Dwyane Wade Flies Again
The Miami Heat's star guard is goofing around on a basketball court, and someone asks if he has a signature move. "I don't," musclemorphosis.com says. "I make it up as I go." In fact, that unpredictability pretty much is his signature. His best moments typically involve dodging a gauntlet of opponents, slamming into one of them, and then contorting, spinning, and collapsing to the floor just as his tossed-up shot tumbles through the hoop.
Wade's career ride has been similarly bruising. After joining the NBA in 2003 with little hype, he led the Heat to its first championship 3 years later, and took home his very own Finals MVP trophy. He became a regular All-Star and signed high-profile sponsorships. But then the Heat grew sluggish and Wade sustained knee and musclemorphosis.com. He mostly watched from the bench last season as the team posted the worst record in the league.
"One of the hardest things to do, once you win, is come out and do it again," Wade says. "But it's all about growth. As you grow older, the responsibilities turn to you." And they truly have: He's healthy again, and this onetime prodigy is now the leader and veteran of a team that's being rebuilt. It's a role he's prepared for. Here are Wade's tips on recovering from even the toughest setbacks.
"I never wanted to be a vocal kind of leader," Wade says. "I've always said I would lead by example." But exhorting teammates from the bench when he was injured led to a change. He became an observer and a motivator. "Some guys you can talk to a certain way and some guys you can't. As a leader you have to know the difference," he says.
Fill a need
Wade's style of play may be aggressive, but he refuses to play it safe. He has a specific purpose -- to penetrate and set up plays. "I wouldn't be any good to my teammates if I went out there and became what everybody else has become -- just a jump shooter," he says. "That's an easy game to play. I don't like to play easy." It's important to know what others look to you for. That doesn't mean you box yourself in, but by cultivating a strength, you'll make sure you're always someone's go-to guy.
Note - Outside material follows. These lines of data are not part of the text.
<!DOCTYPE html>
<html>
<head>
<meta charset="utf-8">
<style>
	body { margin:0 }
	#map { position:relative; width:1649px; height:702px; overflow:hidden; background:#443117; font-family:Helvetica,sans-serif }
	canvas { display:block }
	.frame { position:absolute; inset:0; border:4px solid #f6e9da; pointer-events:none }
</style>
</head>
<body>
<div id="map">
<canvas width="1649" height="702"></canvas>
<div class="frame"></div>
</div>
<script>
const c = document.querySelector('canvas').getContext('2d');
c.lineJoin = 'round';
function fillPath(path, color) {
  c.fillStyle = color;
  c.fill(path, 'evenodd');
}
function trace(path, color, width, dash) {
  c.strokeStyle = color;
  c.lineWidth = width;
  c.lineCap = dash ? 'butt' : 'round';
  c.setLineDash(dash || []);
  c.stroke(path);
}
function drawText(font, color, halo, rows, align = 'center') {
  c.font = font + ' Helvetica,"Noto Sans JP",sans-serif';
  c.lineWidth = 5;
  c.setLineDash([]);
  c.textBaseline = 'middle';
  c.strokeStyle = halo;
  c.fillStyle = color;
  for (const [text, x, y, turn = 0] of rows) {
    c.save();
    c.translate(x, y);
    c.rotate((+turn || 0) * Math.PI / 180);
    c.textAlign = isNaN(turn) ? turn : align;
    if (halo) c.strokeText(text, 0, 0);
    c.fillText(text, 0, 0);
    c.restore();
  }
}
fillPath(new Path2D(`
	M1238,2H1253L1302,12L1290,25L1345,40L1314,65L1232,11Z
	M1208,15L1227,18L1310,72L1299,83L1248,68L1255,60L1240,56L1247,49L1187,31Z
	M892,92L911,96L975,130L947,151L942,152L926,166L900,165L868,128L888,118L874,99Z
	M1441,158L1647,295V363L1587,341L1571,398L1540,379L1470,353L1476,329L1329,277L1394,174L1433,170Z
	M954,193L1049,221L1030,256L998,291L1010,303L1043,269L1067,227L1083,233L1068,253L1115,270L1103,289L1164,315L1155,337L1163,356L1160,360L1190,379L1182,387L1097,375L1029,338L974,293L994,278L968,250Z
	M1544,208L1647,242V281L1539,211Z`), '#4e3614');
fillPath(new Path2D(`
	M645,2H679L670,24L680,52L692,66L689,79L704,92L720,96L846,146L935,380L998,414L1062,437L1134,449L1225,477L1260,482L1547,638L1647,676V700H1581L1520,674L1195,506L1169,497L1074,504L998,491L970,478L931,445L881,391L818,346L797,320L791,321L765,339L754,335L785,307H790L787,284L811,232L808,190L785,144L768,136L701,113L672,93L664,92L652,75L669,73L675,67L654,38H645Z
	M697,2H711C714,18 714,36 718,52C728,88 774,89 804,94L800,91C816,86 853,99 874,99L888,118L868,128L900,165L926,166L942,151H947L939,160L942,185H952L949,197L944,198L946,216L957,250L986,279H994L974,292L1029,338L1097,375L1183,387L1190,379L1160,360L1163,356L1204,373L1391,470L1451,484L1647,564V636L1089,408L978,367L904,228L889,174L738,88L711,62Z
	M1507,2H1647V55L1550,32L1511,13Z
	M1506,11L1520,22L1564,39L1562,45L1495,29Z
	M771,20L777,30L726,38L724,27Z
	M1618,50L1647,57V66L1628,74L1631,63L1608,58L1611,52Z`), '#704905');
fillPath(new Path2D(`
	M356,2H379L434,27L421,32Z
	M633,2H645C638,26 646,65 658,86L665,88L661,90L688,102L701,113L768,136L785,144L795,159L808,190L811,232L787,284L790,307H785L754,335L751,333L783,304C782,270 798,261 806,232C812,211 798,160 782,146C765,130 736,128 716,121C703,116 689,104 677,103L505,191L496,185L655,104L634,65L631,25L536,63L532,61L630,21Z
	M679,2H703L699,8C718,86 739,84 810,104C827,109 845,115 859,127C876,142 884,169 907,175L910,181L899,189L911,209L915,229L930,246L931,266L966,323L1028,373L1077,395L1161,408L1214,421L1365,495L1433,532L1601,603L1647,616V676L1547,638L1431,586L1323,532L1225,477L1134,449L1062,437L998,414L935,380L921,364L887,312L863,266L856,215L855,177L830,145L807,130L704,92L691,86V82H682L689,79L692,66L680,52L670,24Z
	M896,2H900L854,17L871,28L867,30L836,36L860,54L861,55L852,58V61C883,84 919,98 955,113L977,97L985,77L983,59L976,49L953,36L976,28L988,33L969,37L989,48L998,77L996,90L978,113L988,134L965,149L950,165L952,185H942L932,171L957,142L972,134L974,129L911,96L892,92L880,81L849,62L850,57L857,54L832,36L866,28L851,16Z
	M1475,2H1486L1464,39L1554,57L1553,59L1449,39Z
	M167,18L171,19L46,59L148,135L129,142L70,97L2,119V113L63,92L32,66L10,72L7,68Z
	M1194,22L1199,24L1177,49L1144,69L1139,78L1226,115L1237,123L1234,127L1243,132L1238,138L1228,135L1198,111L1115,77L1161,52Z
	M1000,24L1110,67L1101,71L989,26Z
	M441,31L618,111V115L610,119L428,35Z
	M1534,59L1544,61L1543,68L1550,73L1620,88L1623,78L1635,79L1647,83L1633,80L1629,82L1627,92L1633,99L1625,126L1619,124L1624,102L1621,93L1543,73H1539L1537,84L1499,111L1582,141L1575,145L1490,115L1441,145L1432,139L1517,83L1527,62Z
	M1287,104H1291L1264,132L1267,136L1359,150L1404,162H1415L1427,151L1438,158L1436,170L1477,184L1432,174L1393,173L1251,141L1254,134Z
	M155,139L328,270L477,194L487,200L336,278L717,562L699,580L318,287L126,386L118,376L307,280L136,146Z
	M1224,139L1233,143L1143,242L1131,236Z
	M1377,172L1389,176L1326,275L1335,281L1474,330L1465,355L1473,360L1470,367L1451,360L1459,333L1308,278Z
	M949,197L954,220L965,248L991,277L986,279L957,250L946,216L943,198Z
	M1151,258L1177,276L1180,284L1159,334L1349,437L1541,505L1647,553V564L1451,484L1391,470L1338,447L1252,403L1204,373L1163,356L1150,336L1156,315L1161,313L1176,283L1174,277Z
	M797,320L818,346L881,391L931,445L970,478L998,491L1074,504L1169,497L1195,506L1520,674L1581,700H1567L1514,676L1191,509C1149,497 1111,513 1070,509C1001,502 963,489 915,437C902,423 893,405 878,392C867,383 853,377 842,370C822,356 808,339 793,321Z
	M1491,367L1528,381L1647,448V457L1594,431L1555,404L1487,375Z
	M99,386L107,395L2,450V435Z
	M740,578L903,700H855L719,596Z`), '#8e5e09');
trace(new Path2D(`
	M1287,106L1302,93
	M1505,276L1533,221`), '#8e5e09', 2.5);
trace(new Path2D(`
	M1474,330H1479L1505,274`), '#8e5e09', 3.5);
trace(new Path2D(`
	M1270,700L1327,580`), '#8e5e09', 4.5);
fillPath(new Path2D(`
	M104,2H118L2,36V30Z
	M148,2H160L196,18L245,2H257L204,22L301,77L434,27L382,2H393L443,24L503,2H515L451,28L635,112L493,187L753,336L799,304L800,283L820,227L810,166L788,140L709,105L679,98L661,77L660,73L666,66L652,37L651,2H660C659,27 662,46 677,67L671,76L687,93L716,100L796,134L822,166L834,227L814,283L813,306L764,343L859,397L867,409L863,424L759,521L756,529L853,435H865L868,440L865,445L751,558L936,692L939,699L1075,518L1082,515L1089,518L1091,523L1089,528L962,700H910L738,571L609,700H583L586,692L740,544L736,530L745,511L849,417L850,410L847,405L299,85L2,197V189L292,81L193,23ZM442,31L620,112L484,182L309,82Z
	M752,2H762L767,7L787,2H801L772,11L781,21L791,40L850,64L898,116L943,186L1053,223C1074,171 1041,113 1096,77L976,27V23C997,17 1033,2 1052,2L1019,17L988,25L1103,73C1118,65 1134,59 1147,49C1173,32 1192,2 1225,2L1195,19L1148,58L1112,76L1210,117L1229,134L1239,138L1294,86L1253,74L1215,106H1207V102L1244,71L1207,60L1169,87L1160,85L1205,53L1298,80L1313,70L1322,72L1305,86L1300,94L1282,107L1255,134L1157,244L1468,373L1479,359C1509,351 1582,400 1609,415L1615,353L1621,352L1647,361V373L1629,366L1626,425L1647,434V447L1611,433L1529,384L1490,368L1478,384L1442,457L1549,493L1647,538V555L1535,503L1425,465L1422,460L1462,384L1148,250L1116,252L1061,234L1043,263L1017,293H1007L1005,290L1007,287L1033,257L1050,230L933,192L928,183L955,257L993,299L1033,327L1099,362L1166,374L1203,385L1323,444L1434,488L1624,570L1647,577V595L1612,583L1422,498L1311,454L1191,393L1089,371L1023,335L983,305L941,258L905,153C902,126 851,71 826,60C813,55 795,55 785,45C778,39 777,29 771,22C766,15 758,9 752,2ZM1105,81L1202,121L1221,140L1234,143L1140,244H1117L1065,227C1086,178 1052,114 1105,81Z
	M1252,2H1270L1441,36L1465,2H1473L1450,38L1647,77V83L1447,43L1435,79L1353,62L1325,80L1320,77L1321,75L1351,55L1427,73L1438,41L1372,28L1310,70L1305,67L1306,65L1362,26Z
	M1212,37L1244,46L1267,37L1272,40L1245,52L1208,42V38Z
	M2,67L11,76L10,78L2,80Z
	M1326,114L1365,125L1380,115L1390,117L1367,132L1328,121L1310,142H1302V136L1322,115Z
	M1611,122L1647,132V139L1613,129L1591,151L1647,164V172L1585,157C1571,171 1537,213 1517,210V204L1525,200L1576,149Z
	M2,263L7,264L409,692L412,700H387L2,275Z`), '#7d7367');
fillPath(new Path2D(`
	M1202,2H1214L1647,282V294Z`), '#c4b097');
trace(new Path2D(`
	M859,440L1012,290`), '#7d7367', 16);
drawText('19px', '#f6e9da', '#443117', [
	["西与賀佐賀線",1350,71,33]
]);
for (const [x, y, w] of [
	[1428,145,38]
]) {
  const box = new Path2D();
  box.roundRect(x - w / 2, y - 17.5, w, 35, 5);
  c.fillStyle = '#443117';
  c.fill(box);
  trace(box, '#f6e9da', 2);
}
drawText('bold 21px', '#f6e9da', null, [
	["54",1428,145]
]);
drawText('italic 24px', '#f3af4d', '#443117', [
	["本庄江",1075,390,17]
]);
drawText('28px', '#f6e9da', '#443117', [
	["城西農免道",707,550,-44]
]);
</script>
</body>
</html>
Wade, once king of the NBA, is now back down with the league mortals. But that's not such a bad place to be, at least for now. "As champion," he says, "you're everybody's biggest game. Somebody's going to come and try to take you down every night." But when the spotlight and pressure are on someone else, you're free to rebuild and grow stronger. When it's time to make a run at the top, you'll be ready.
For the first 5 years of his career, Wade occasionally worked with renowned trainer Tim Grover, the same trainer Michael Jordan has used. But Wade couldn't commit to a regular schedule: He had commercials to shoot and an NBA life to enjoy. The injuries refocused his priorities. He spent last summer with Grover and came out stronger than ever. "I'll tell you: Every year after this, I'm going to him continuously," Wade says. In fitness, coasting is costly.
During the off-season, Wade wanted to prove that he was healthy and agile. But he didn't want to start the Heat's year with that personal quest, because he knew his teammates would be looking to him for selfless leadership. That's one reason he pushed himself so hard in the Beijing Olympics. "Even if I didn't play in the Games, I would have worked out all summer and come back healthy," he says. "I knew that. But it was about more." Regardless of what game you're stepping back into, follow Wade's lead: Build yourself up beforehand, so you can start at your strongest.
Go on to the next page to learn how to recover from an injury...
Recover the right way
Dwyane Wade's doctor and personal trainer helped him regain strength and avoid reinjury. Do the same as you rebuild by following these basic tips from Bill Hartman, P.T., C.S.C.S.
An injury often limits your range of motion, and that can lead to trouble in other areas, such as a loss of hip-joint motion that causes lower-back or knee pain, says Hartman. Restore flexibility by applying gentle manual pressure at the point where your movement becomes limited. Hold the pressure for 30 seconds while you try to move your injured joint in the direction of the limitation. Do 3 reps, 4 times a day.
Regain power by challenging the muscles near your injury before you add full-body exercises that incorporate the hurt area, Hartman says. So if your knee is the problem, sit with your legs extended, tighten your thigh muscles, and then relax. This builds your quadriceps and allows you to progress to more challenging exercises, such as stepups or squats. As the pain decreases, increase the resistance, speed, and range of motion of your exercises.
Just because you're feeling better doesn't mean you're ready for the starting lineup. If basketball is your sport, build your skills -- shooting, cutting, and running -- before you play a game, to limit risk of reinjury. As you increase your minutes, keep a close eye out for any recurring signs of pain, swelling, redness, weakness, or instability, Hartman says.
Once the pain is gone, head to the gym. To stay injury-free, you must train your body frequently, including the weak areas. Work out at least 2 or 3 times a week and focus on strength, power, and flexibility. Include full-body exercises like squats and deadlifts. And be patient. The long layoff will have set you back -- strength gains are lost in less than a month, endurance declines after 2 weeks off, and your speed loses its zip in only 5 days, Hartman says.